BEGIN
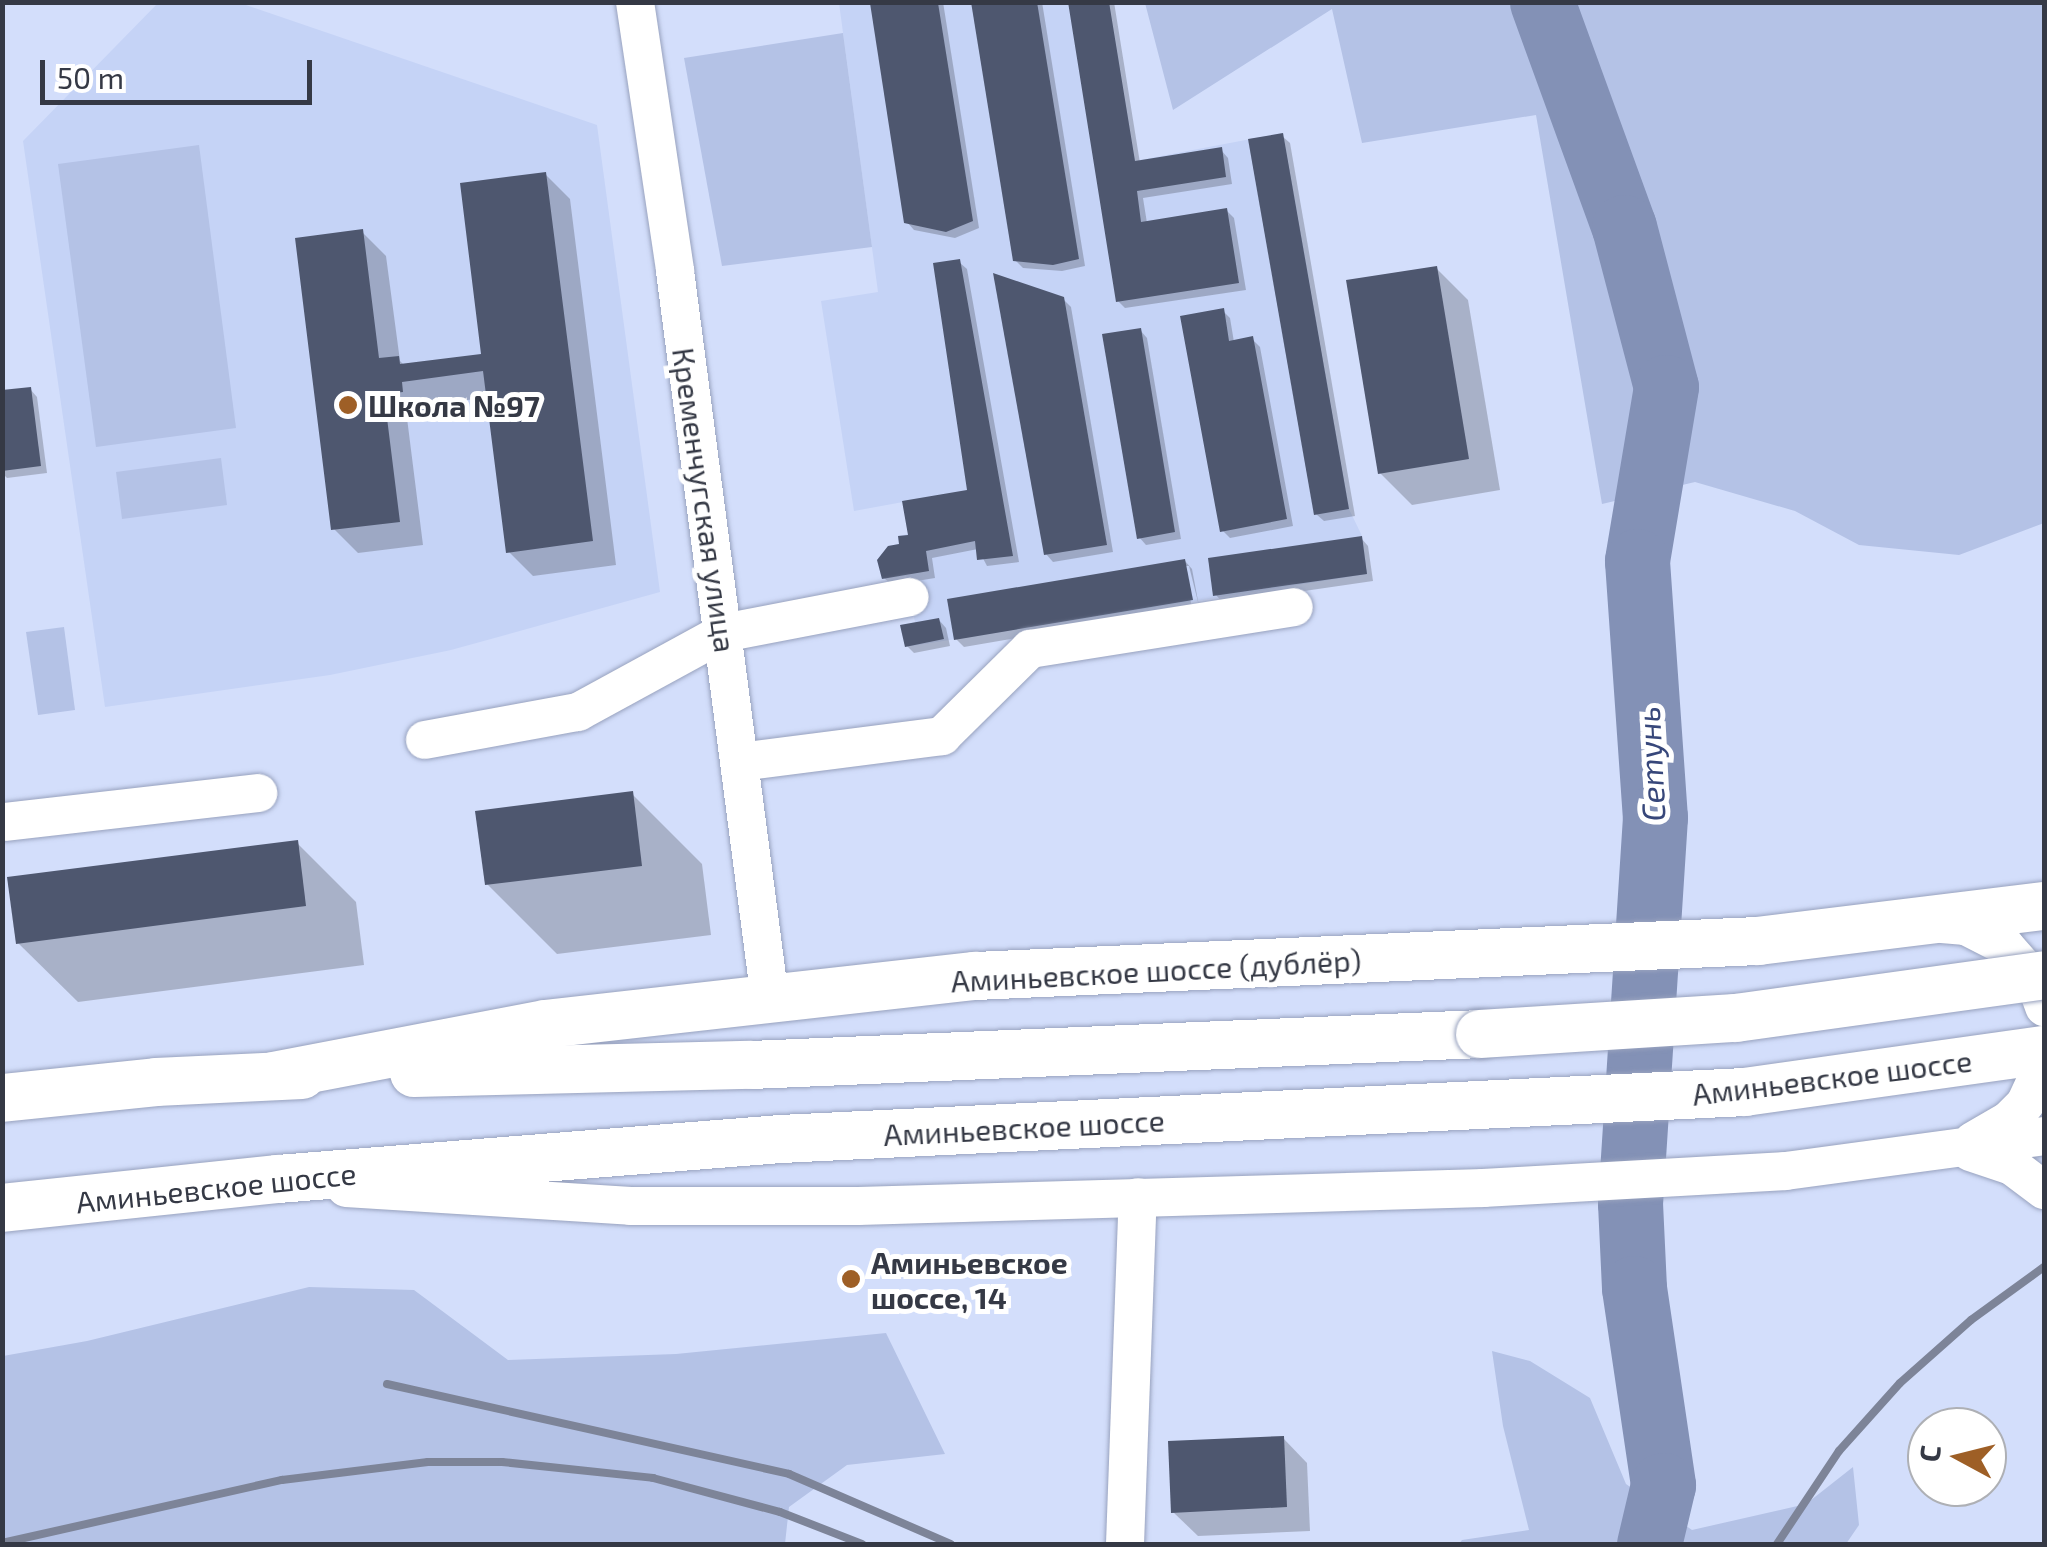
<!DOCTYPE html>
<meta charset="utf-8">
<style>
body{margin:0}
#map{position:relative;width:2047px;height:1547px;overflow:hidden;background:#d3defb;font-family:"Exo 2",sans-serif}
div>[style]{position:absolute}
[style*='--x']{left:calc(var(--x)*1px);top:calc(var(--y)*1px);width:calc(var(--w)*1px);rotate:calc(var(--a)*1deg)}
.built>*{inset:0;background:#c5d3f6}
.green>*{inset:0;background:#b4c2e6}
.shadow>*{inset:0;background:#0003}
.river>*{height:65px;margin:-32.5px;padding:0 32.5px;transform-origin:32.5px;border-radius:32.5px;background:#8391b6}
.building>*{inset:0;background:#4e576f}
.roads{filter:drop-shadow(0 0 2px #98a2be) drop-shadow(0 0 2px #98a2be)}
.minor>*{height:38px;margin:-19px;padding:0 19px;transform-origin:19px;border-radius:19px;background:#fff}
.major>*{height:48px;margin:-24px;padding:0 24px;transform-origin:24px;border-radius:24px;background:#fff}
.rail>*{height:8px;margin:-4px;padding:0 4px;transform-origin:4px;border-radius:4px;background:#7d8498}
.bridges{filter:drop-shadow(0 0 2px #98a2be) drop-shadow(0 0 2px #98a2be)}
.major-bridge>*{height:48px;margin:-24px;padding:0 24px;transform-origin:24px;border-radius:24px;background:#fff}
.dots>*{width:28px;height:28px;translate:-50% -50%;box-sizing:border-box;border:5px solid #fff;border-radius:50%}
span{translate:-50% -50%;white-space:nowrap;text-align:center;line-height:1.15;-webkit-text-stroke:10px #fff;paint-order:stroke}
.poi-label{font-size:30px;color:#353945;font-weight:700}
.left{translate:0 -50%;text-align:left}
.street-label{font-size:30px;color:#353945}
.water-label{font-size:32px;color:#37477a;font-style:italic}
.frame{position:absolute;inset:0;border:5px solid #353945;pointer-events:none}
.north{position:absolute;left:1907px;top:1407px;width:100px;height:100px;box-sizing:border-box;background:#fff;border:2px solid #aeb0b5;border-radius:50%;rotate:277deg;font-size:28px;font-weight:700;line-height:40px;text-align:center;color:#353945}
.north::after{content:'';display:block;margin:auto;width:35px;height:45px;background:#9e5f26;clip-path:polygon(50% 0,100% 100%,50% 72%,0 100%)}
.scale{position:absolute;left:40px;top:60px;width:272px;height:45px;box-sizing:border-box;border:5px solid #353945;border-top:0;padding-left:12px;font-size:30px;line-height:35px;white-space:nowrap;color:#353945;-webkit-text-stroke:8px #fff;paint-order:stroke}
</style>
<div id="map">
<div class="built">
<div style="clip-path:polygon(159px 2px,240px 3px,597px 125px,660px 592px,451px 650px,330px 675px,105px 707px,23px 141px)"></div>
<div style="clip-path:polygon(839px 3px,1109px 3px,1135px 161px,1283px 133px,1349px 509px,1362px 536px,1367px 574px,905px 647px,900px 625px,915px 622px,906px 576px,882px 579px,877px 560px,888px 546px,899px 544px,898px 536px,908px 534px,903px 502px,854px 511px,821px 301px,878px 292px)"></div>
</div>
<div class="green">
<div style="clip-path:polygon(1145px 3px,2044px 3px,2044px 523px,1959px 555px,1859px 545px,1795px 511px,1695px 482px,1602px 504px,1536px 115px,1362px 143px,1332px 9px,1173px 110px)"></div>
<div style="clip-path:polygon(843px 33px,872px 247px,722px 266px,684px 58px)"></div>
<div style="clip-path:polygon(199px 145px,236px 428px,96px 447px,58px 164px)"></div>
<div style="clip-path:polygon(221px 458px,227px 505px,122px 519px,116px 472px)"></div>
<div style="clip-path:polygon(64px 627px,75px 710px,38px 715px,26px 632px)"></div>
<div style="clip-path:polygon(309px 1287px,414px 1290px,508px 1360px,676px 1354px,886px 1333px,945px 1454px,847px 1465px,789px 1507px,785px 1544px,3px 1544px,3px 1356px,87px 1341px)"></div>
<div style="clip-path:polygon(1492px 1351px,1530px 1361px,1590px 1398px,1626px 1484px,1692px 1530px,1806px 1504px,1853px 1467px,1859px 1525px,1846px 1544px,1459px 1544px,1462px 1540px,1529px 1530px,1503px 1426px)"></div>
</div>
<div class="shadow">
<div style="clip-path:polygon(873px 2px,943px 2px,979px 228px,955px 238px,914px 230px,907px 222px)"></div>
<div style="clip-path:polygon(973px 2px,1042px 2px,1085px 266px,1062px 271px,1023px 268px,1015px 260px)"></div>
<div style="clip-path:polygon(1070px 2px,1114px 2px,1140px 163px,1221px 150px,1228px 158px,1232px 184px,1143px 198px,1147px 223px,1226px 210px,1234px 218px,1246px 290px,1125px 308px,1118px 301px)"></div>
<div style="clip-path:polygon(1282px 136px,1290px 143px,1355px 516px,1324px 521px,1316px 514px)"></div>
<div style="clip-path:polygon(546px 175px,570px 199px,616px 565px,533px 576px,508px 551px,489px 397px,425px 406px,426px 415px,407px 418px,423px 545px,358px 553px,334px 529px,362px 232px,386px 256px,400px 361px,405px 366px,484px 356px)"></div>
<div style="clip-path:polygon(959px 262px,967px 269px,1019px 562px,987px 566px,978px 549px,932px 558px,935px 578px,892px 585px,884px 578px,902px 546px,970px 492px)"></div>
<div style="clip-path:polygon(1436px 268px,1468px 300px,1500px 490px,1412px 505px,1380px 473px)"></div>
<div style="clip-path:polygon(1063px 299px,1071px 307px,1113px 552px,1053px 562px,1046px 554px)"></div>
<div style="clip-path:polygon(1223px 311px,1230px 318px,1234px 342px,1252px 339px,1260px 347px,1293px 526px,1230px 538px,1222px 530px)"></div>
<div style="clip-path:polygon(1140px 330px,1147px 338px,1181px 539px,1146px 545px,1139px 537px)"></div>
<div style="clip-path:polygon(30px 389px,37px 397px,47px 473px,7px 478px,2px 473px,2px 393px)"></div>
<div style="clip-path:polygon(1361px 538px,1368px 546px,1373px 581px,1223px 603px,1216px 595px)"></div>
<div style="clip-path:polygon(1185px 561px,1192px 569px,1199px 606px,1189px 566px,1184px 566px,1192px 608px,964px 647px,956px 639px)"></div>
<div style="clip-path:polygon(939px 620px,946px 628px,950px 646px,914px 653px,907px 646px)"></div>
<div style="clip-path:polygon(632px 794px,702px 864px,711px 935px,557px 954px,487px 884px)"></div>
<div style="clip-path:polygon(297px 843px,356px 902px,364px 965px,78px 1002px,18px 943px)"></div>
<div style="clip-path:polygon(1283px 1438px,1307px 1463px,1310px 1531px,1198px 1536px,1173px 1512px)"></div>
</div>
<div class="river">
<div style="--x:1542;--y:2;--w:239;--a:70"></div>
<div style="--x:1624;--y:227;--w:165;--a:75.3"></div>
<div style="--x:1666;--y:387;--w:176;--a:99.5"></div>
<div style="--x:1637;--y:561;--w:257;--a:86"></div>
<div style="--x:1655;--y:817;--w:387;--a:93.7"></div>
<div style="--x:1630;--y:1203;--w:85;--a:87.3"></div>
<div style="--x:1634;--y:1288;--w:199;--a:81.6"></div>
<div style="--x:1663;--y:1485;--w:61;--a:103.3"></div>
</div>
<div class="building">
<div style="clip-path:polygon(971px 2px,1037px 2px,1079px 259px,1053px 265px,1013px 261px)"></div>
<div style="clip-path:polygon(1068px 2px,1109px 2px,1135px 161px,1222px 147px,1226px 177px,1137px 191px,1141px 222px,1227px 208px,1239px 283px,1116px 302px)"></div>
<div style="clip-path:polygon(870px 3px,938px 3px,973px 221px,946px 232px,904px 223px)"></div>
<div style="clip-path:polygon(1283px 133px,1349px 509px,1314px 515px,1248px 139px)"></div>
<div style="clip-path:polygon(546px 172px,593px 541px,506px 553px,483px 371px,402px 382px,403px 392px,384px 394px,400px 522px,331px 530px,295px 238px,363px 229px,379px 358px,399px 356px,400px 364px,481px 354px,460px 183px)"></div>
<div style="clip-path:polygon(960px 259px,1013px 556px,977px 560px,975px 541px,926px 551px,929px 571px,882px 579px,877px 560px,888px 546px,899px 544px,898px 536px,908px 535px,902px 501px,967px 490px,933px 263px)"></div>
<div style="clip-path:polygon(1437px 266px,1469px 459px,1378px 474px,1346px 280px)"></div>
<div style="clip-path:polygon(993px 273px,1064px 297px,1107px 545px,1044px 555px)"></div>
<div style="clip-path:polygon(1224px 308px,1229px 341px,1253px 336px,1287px 519px,1220px 532px,1180px 316px)"></div>
<div style="clip-path:polygon(1141px 328px,1175px 532px,1137px 539px,1102px 334px)"></div>
<div style="clip-path:polygon(31px 387px,41px 466px,2px 471px,2px 390px)"></div>
<div style="clip-path:polygon(1362px 536px,1367px 574px,1213px 596px,1208px 558px)"></div>
<div style="clip-path:polygon(1185px 559px,1193px 600px,954px 640px,947px 599px)"></div>
<div style="clip-path:polygon(939px 618px,944px 639px,905px 647px,900px 625px)"></div>
<div style="clip-path:polygon(633px 791px,642px 866px,485px 885px,475px 811px)"></div>
<div style="clip-path:polygon(298px 840px,306px 906px,16px 944px,7px 877px)"></div>
<div style="clip-path:polygon(1284px 1436px,1287px 1507px,1171px 1513px,1168px 1441px)"></div>
</div>
<div class="roads">
<div class="minor">
<div style="--x:635;--y:2;--w:272;--a:81.5"></div>
<div style="--x:675;--y:271;--w:734;--a:82.57"></div>
<div style="--x:425;--y:740;--w:156;--a:-10.4"></div>
<div style="--x:578;--y:712;--w:165;--a:-28.6"></div>
<div style="--x:723;--y:633;--w:190;--a:-10.9"></div>
<div style="--x:740;--y:762;--w:204;--a:-7.3"></div>
<div style="--x:942;--y:736;--w:124;--a:-44.7"></div>
<div style="--x:1030;--y:649;--w:267;--a:-9"></div>
<div style="--x:5;--y:822;--w:255;--a:-6.5"></div>
<div style="--x:1942;--y:924;--w:24;--a:5"></div>
<div style="--x:1966;--y:926;--w:44;--a:27.1"></div>
<div style="--x:2005;--y:946;--w:44;--a:48.7"></div>
<div style="--x:2034;--y:979;--w:30;--a:70"></div>
<div style="--x:1973;--y:1141;--w:42;--a:-30.3"></div>
<div style="--x:2009;--y:1120;--w:23;--a:-45"></div>
<div style="--x:2025;--y:1104;--w:45;--a:-65.1"></div>
<div style="--x:1970;--y:1152;--w:44;--a:18.4"></div>
<div style="--x:2012;--y:1166;--w:40;--a:37"></div>
<div style="--x:346;--y:1188;--w:285;--a:3.6"></div>
<div style="--x:630;--y:1206;--w:228;--a:0"></div>
<div style="--x:858;--y:1206;--w:626;--a:-1.65"></div>
<div style="--x:1484;--y:1188;--w:302;--a:-3.2"></div>
<div style="--x:1786;--y:1171;--w:260;--a:-7.7"></div>
<div style="--x:1125;--y:1544;--w:347;--a:-87.9"></div>
</div>
<div class="major">
<div style="--x:414;--y:1073;--w:337;--a:-1.4"></div>
<div style="--x:751;--y:1065;--w:730;--a:-2.43"></div>
<div style="--x:273;--y:1076;--w:278;--a:-10.8"></div>
<div style="--x:546;--y:1024;--w:432;--a:-6.4"></div>
<div style="--x:975;--y:976;--w:784;--a:-2.56"></div>
<div style="--x:1758;--y:941;--w:288;--a:-7"></div>
<div style="--x:2;--y:1098;--w:155;--a:-5.9"></div>
<div style="--x:156;--y:1082;--w:146;--a:-2.7"></div>
<div style="--x:2;--y:1208;--w:278;--a:-6"></div>
<div style="--x:278;--y:1179;--w:505;--a:-4.55"></div>
<div style="--x:781;--y:1139;--w:965;--a:-2.79"></div>
<div style="--x:1745;--y:1092;--w:302;--a:-8"></div>
</div>
</div>
<div class="rail">
<div style="--x:387;--y:1384;--w:412;--a:12.6"></div>
<div style="--x:789;--y:1474;--w:176;--a:23.4"></div>
<div style="--x:2;--y:1543;--w:287;--a:-12.7"></div>
<div style="--x:282;--y:1480;--w:147;--a:-7"></div>
<div style="--x:428;--y:1462;--w:74;--a:0"></div>
<div style="--x:502;--y:1462;--w:152;--a:6"></div>
<div style="--x:653;--y:1478;--w:131;--a:15"></div>
<div style="--x:780;--y:1512;--w:88;--a:21.3"></div>
<div style="--x:1777;--y:1544;--w:112;--a:-56.3"></div>
<div style="--x:1839;--y:1451;--w:91;--a:-48.1"></div>
<div style="--x:1900;--y:1383;--w:95;--a:-41.6"></div>
<div style="--x:1971;--y:1320;--w:90;--a:-36"></div>
</div>
<div class="bridges">
<div class="major-bridge">
<div style="--x:1480;--y:1034;--w:256;--a:-3.6"></div>
<div style="--x:1736;--y:1018;--w:311;--a:-7.9"></div>
</div>
</div>
<div class="dots">
<div style="left:348px;top:405px;background:#9e5f26"></div>
<div style="left:851px;top:1279px;background:#9e5f26"></div>
</div>
<div class="poi-label">
<span class="left" style="left:368px;top:405px">Школа №97</span>
<span class="left" style="left:871px;top:1279px">Аминьевское<br>шоссе, 14</span>
</div>
<div class="street-label">
<span style="left:705px;top:500px;rotate:82deg">Кременчугская улица</span>
<span style="left:1156px;top:970px;rotate:-3deg">Аминьевское шоссе (дублёр)</span>
<span style="left:1832px;top:1077px;rotate:-7deg">Аминьевское шоссе</span>
<span style="left:1024px;top:1127px;rotate:-3deg">Аминьевское шоссе</span>
<span style="left:216px;top:1187px;rotate:-6deg">Аминьевское шоссе</span>
</div>
<div class="water-label">
<span style="left:1650px;top:764px;rotate:-93deg">Сетунь</span>
</div>
<div class="frame"></div>
<div class="north">С</div>
<div class="scale">50 m</div>
</div>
END
**Problem to work on:** From the records, copy out each line that includes the string "minor".

**Result of this exercise:**
.minor>*{height:38px;margin:-19px;padding:0 19px;transform-origin:19px;border-radius:19px;background:#fff}
<div class="minor">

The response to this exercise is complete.